One of those, by the way, sometimes pointed to as a result of the “Rooney Rule” is Carolina Panthers’ head coach Ron Rivera, whose team is going to the Super Bowl in a couple of weeks.
If there were more minority executives, Hollywood Studios would almost certainly operate a bit differently.
But the gleaming whiteness of the acting nominees wasn’t the only idiocy in the Oscar nominations. “Steve Jobs” isn’t the only overrated film this time around. So is “The Big Short,” whose director Adam McKay was nominated but not 78-year-old Ridley Scott for “The Martian,” one of the great extraterrestrial fantasies of all time.
And there is where the Academy’s whole response to monochromatic nominations is characteristically stupid.

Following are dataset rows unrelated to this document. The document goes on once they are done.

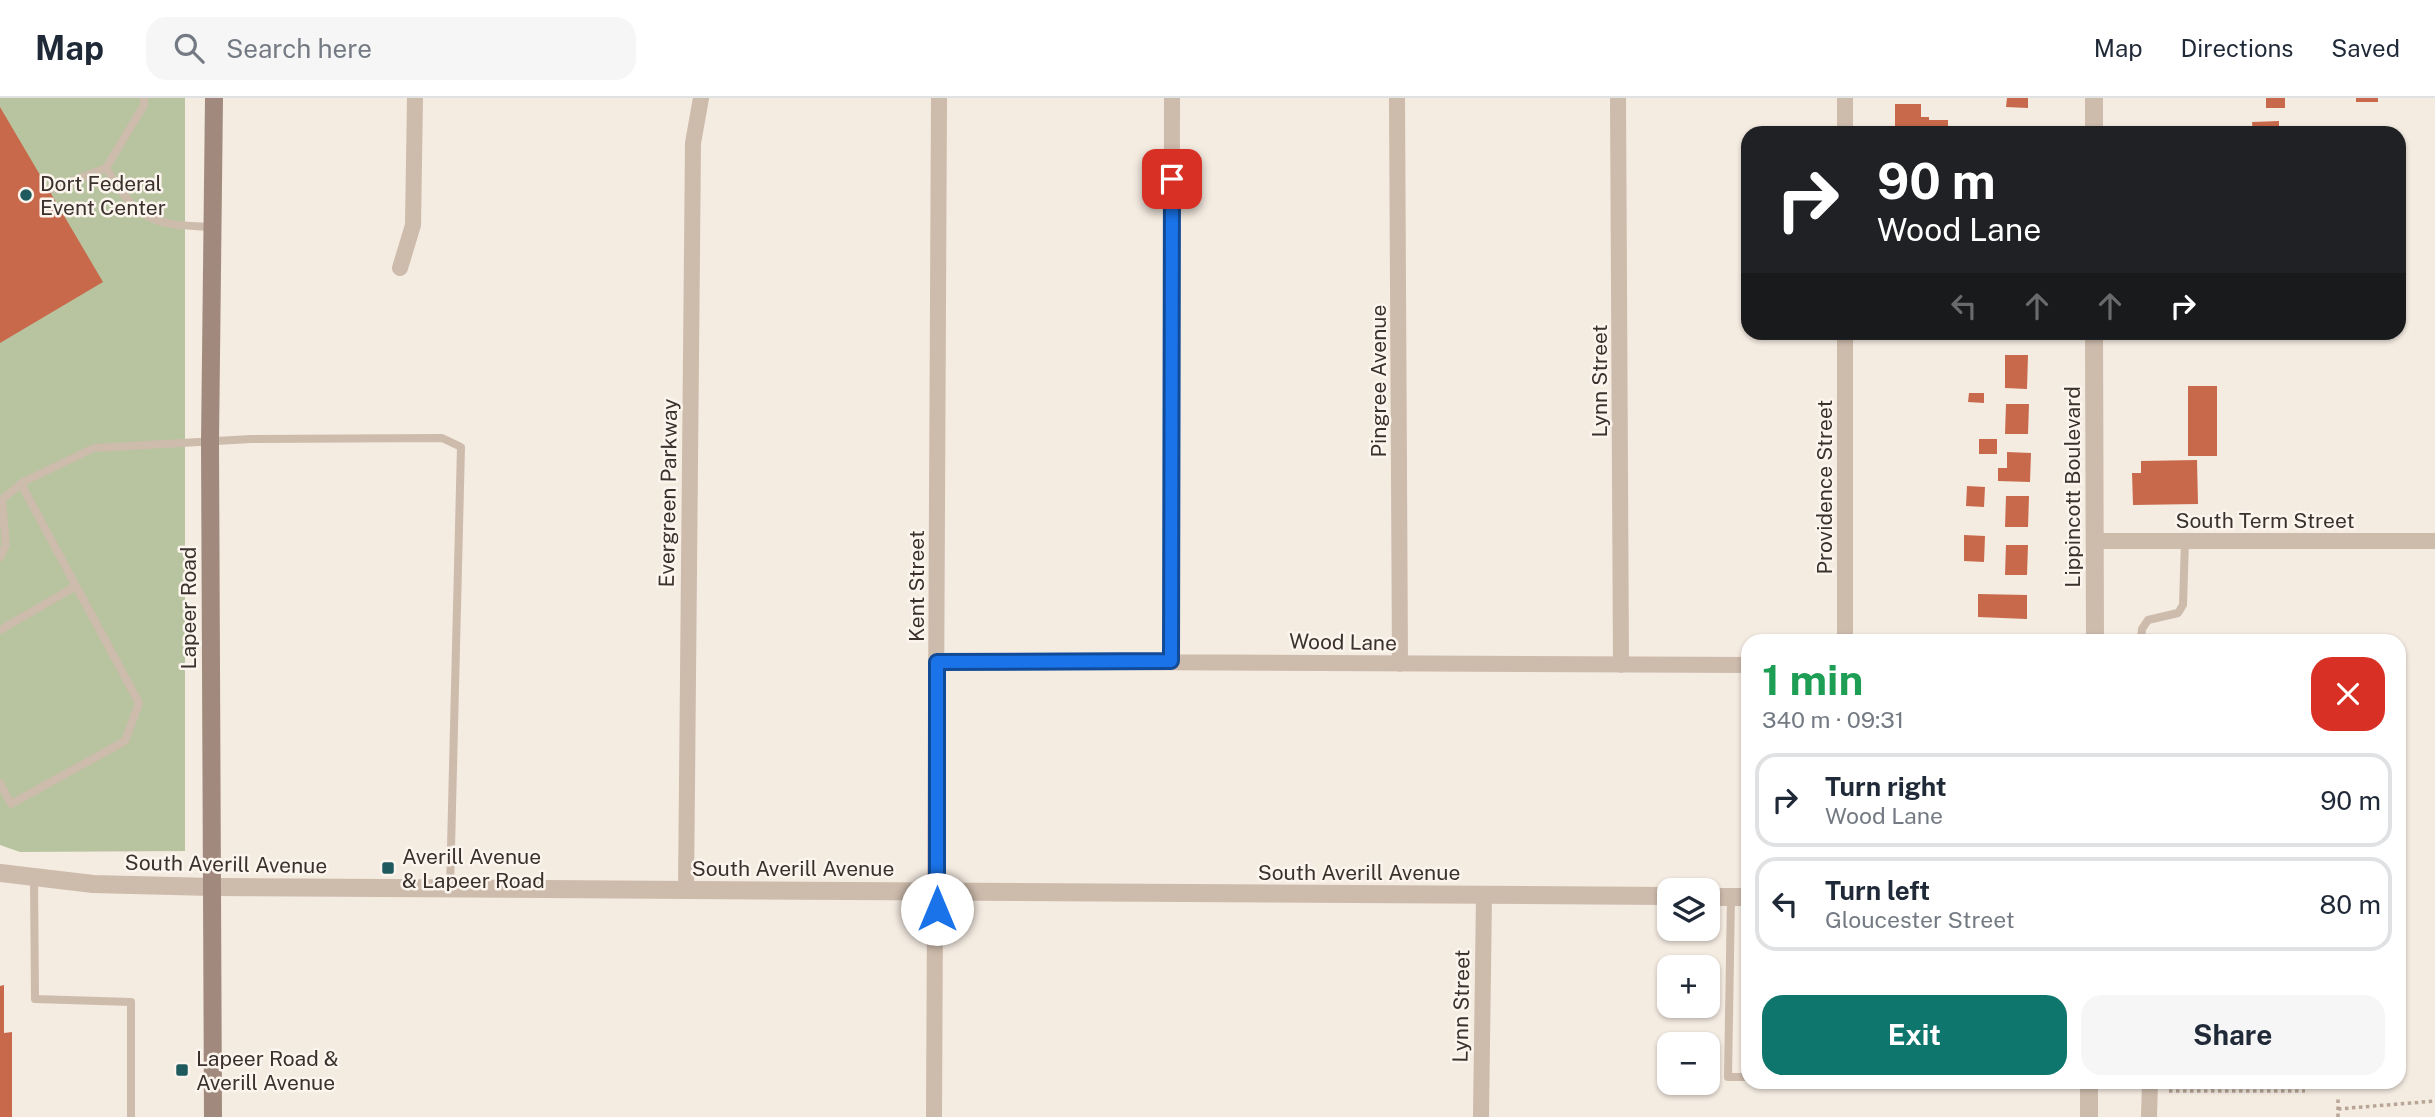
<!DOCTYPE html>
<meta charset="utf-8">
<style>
body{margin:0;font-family:"Public Sans",sans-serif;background:#f6f6f7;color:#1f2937;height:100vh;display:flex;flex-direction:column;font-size:26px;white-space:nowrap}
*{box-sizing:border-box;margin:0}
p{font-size:23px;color:#747a83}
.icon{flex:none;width:38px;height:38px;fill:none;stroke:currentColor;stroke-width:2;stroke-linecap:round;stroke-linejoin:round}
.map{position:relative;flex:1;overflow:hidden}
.sheet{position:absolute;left:1741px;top:536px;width:665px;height:455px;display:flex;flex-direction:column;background:#fff;border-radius:21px;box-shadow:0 2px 5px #0004}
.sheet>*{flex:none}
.banner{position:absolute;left:1741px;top:28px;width:665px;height:214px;border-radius:21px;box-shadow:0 2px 5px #0004;background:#202124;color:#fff;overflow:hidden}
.fabs{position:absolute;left:1657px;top:780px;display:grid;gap:14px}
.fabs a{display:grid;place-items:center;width:63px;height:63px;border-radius:14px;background:#fff;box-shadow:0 2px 5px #0004;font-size:35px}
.pin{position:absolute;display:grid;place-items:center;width:60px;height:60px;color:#fff;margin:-30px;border-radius:14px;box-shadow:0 4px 10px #0006}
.me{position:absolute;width:77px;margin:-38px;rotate:0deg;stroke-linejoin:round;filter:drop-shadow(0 0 5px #0008)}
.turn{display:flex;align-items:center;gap:24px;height:147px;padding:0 21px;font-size:32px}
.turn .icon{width:91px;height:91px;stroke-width:2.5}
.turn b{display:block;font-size:49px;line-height:60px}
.lanes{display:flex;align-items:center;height:66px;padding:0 21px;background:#0003;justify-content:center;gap:35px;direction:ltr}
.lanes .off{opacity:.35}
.round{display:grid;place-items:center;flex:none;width:74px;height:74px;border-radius:21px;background:#f6f6f7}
.head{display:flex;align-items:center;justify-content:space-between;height:119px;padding:0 21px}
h1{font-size:42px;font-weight:700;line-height:52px;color:#1e9e55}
.cta{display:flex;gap:14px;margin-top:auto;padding:14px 21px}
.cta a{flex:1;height:80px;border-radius:21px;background:#0f766e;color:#fff;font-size:28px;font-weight:700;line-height:80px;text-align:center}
.cta a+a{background:#f6f6f7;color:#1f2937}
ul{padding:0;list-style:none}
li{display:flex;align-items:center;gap:21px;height:94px;margin:0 14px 10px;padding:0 7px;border:4px solid #e0e1e3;border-radius:21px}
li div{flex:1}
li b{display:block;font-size:26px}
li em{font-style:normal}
header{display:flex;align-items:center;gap:42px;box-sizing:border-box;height:98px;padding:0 35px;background:#fff;border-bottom:2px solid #e0e1e3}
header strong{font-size:33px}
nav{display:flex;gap:38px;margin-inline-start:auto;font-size:24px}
.search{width:490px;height:63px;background:#f6f6f7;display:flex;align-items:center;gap:18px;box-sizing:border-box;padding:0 24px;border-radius:21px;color:#747a83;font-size:26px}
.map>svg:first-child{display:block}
.green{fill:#b8c4a0}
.building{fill:#c8694b}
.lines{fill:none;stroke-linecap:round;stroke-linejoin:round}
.path{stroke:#b9a596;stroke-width:3.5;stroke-dasharray:3.5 3.5;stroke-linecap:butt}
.service{stroke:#cdbbac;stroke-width:8}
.minor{stroke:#cdbbac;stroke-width:16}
.tertiary{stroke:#cdbbac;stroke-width:18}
.secondary{stroke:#a18a7d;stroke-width:18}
.route-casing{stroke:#114b97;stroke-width:18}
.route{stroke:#1a73e8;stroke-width:12}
.poi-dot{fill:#1f5a5e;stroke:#fbf5ee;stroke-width:2.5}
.labels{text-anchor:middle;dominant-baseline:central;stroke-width:5;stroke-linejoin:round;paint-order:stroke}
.poi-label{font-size:21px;fill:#3b302b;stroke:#fbf5ee;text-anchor:start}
.street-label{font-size:21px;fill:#3b302b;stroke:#fbf5ee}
</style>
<header>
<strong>Map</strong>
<div class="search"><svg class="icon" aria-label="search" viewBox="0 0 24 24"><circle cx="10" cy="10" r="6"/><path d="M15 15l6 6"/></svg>Search here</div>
<nav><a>Map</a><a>Directions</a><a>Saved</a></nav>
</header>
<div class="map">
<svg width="2435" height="1019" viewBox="0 0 2435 1019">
<rect width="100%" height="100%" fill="#f4ebe1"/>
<path class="green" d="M0 0H185V753L20 754 0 747Z"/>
<path class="building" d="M2007 0H2028V10L2006 9Z
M2266 0H2285V10H2266Z
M2356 0H2378V4H2356Z
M1895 6H1921V19H1929V22H1948V35H1895Z
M0 9 103 184 0 245Z
M2279 23V35H2253L2252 24Z
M2005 234H2028L2027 242H2005Z
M2005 257H2028L2027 291 2005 290Z
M2188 288H2217V358H2188Z
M1969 295H1984V305L1968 304Z
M2006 306H2029L2028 336H2005Z
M1979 341H1997V356H1979Z
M2007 354 2031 355 2030 384 1998 383V370H2007Z
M2197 362 2198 406 2133 407 2132 375H2141V363Z
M1967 388 1985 389 1984 409 1966 408Z
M2006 398H2029L2028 429H2005Z
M1964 437 1985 438 1984 464 1964 463Z
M2006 447H2028L2027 477H2005Z
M1978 496 2027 497V521L1978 519Z
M4 887V935L12 934V1019H0V888Z"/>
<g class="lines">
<path class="path" d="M2206 984 2215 993
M2169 993H2305
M2338 1011 2435 1003
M2338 1019V998"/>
<path class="service" d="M106 70C138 123 152 127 213 129
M54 91 106 70 144 7V0
M0 403 23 384 94 350 251 341 442 340 461 349 450 790
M0 459 6 447 2 403
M0 532 76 488
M2095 541H2141
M2141 542 2142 531 2148 522 2178 515 2183 507 2185 443
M0 685 11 706 125 643 139 605 21 386
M34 780 35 901 131 904V1019
M1731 799 1728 979H1748"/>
<path class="minor" d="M1397 0 1400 566
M1618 0 1621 567
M1845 0V35
M400 170 413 127 415 0
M1845 234V542
M2094 443H2435
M937 563 1748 567
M1171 563 1172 0
M686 792 693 45 701 0
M934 1019 939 0
M1481 1019 1484 797
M2149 1019 2150 984"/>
<path class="tertiary" d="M2094 0V35
M2094 234 2095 542
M0 775 93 786 212 789 1670 798
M1708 799H1748
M2089 984V1019"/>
<path class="secondary" d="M213 1019 210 344 214 0"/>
</g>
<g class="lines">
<g class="route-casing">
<path id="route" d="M937 811V564L1171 563 1172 81"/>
</g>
<use href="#route" class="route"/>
</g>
<g class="poi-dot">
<circle cx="26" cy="97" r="7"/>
<rect x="381" y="763" width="14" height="14" rx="3.5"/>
<rect x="175" y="965" width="14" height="14" rx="3.5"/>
</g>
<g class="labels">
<g class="poi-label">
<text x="40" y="85">Dort Federal<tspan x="40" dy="24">Event Center</tspan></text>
<text x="402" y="758">Averill Avenue<tspan x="402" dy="24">&amp; Lapeer Road</tspan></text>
<text x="196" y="960">Lapeer Road &amp;<tspan x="196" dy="24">Averill Avenue</tspan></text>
</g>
<g class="street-label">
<text transform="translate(1378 283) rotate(-90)">Pingree Avenue</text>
<text transform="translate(1599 283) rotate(-90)">Lynn Street</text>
<text transform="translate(1824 389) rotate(-90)">Providence Street</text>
<text transform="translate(2072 389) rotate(-90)">Lippincott Boulevard</text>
<text transform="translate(668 395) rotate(-89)">Evergreen Parkway</text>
<text x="2265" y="422">South Term Street</text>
<text transform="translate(916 488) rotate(-90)">Kent Street</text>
<text transform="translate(188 510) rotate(-90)">Lapeer Road</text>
<text transform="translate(1343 544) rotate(1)">Wood Lane</text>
<text transform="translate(226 766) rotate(1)">South Averill Avenue</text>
<text x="793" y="770">South Averill Avenue</text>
<text x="1359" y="774">South Averill Avenue</text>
<text transform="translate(1461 908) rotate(-89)">Lynn Street</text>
</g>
</g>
</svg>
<div class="fabs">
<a><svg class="icon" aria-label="layers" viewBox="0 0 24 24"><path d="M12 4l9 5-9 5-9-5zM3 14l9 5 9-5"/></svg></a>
<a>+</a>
<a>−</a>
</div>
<div class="pin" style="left:1172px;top:81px;background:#d93025"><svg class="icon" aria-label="arrive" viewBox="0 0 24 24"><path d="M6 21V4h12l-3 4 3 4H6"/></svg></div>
<svg class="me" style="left:937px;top:811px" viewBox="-20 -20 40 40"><circle r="19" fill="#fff"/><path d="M0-13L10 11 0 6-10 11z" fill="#1a73e8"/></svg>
<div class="banner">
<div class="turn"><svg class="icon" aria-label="right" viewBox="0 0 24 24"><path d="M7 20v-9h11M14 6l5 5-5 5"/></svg><div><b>90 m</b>Wood Lane</div></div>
<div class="lanes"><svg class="icon off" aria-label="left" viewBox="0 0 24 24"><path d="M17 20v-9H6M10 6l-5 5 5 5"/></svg><svg class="icon off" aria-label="ahead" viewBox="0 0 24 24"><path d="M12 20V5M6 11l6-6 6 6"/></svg><svg class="icon off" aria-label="ahead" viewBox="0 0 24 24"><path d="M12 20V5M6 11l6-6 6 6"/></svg><svg class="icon" aria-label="right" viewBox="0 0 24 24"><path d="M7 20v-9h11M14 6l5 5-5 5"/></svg></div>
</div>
<section class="sheet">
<div class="head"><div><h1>1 min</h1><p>340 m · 09:31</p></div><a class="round" style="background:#d93025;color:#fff"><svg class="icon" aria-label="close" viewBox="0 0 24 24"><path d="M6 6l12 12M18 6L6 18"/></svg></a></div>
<ul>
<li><svg class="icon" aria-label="right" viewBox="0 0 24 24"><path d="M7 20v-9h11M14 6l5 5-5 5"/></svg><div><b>Turn right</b><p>Wood Lane</p></div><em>90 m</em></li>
<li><svg class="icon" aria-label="left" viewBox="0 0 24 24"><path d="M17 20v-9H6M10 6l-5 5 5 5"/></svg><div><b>Turn left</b><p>Gloucester Street</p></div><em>80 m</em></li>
</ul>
<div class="cta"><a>Exit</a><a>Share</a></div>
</section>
</div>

As always, the Academy decided to search for senile culprits for it all and decided that older “inactive” Academy members need to give up voting privileges after 10 years.
But then as Lee well knows, the Oscars always have been “misdirection” from Hollywood’s diversity problems. Absurdity and injustice have always been part of their birthright and always will be.
I admit cheering with a huge war whoop at the discovery that the little film I consider 2015’s best, “Room,” was nominated for Best Picture, Best Director and Best Actress (Brie Larson, for that one, who stands a decent chance of running the table). But that doesn’t mean I’ve come around to thinking of the Oscars as a sensible, sagacious and enduring statement about excellence in motion pictures. It’s just a snapshot of community sentiment for monetary purposes in a community known for truly legendary foolishness and worse.
I know the current Motion Picture Academy president – Cheryl Boone Isaacs– is African-American, as is Oscar host Chris Rock who, I hope, is allowed to cut loose and take movies seriously at the same time.
But the very history of the Oscar is invidious in so many matters. The first person of color to win it was Hattie McDaniel in “Gone With the Wind,” from whose Atlanta premiere she was barred for racial reasons over the pained objections of Clark Gable. And she won for her extraordinary excellence in an eternally demeaning and caricatured role.
Let me confess that except for Gable and that incredible crane shot in the Atlanta railway station, I have hated “Gone With the Wind” since I first saw it at age 12 – in many ways because of the ghastly but virtuosic stereotyping of McDaniel and Butterfly McQueen. They were prodigiously gifted actresses, both. That they will always be remembered in wretchedly demeaning roles is a sorrow too deep for tears.
Yes, McDaniel won her historic Oscar. But as Lee says, pure misdirection.
The fault is not in our Oscars – it’s in ourselves.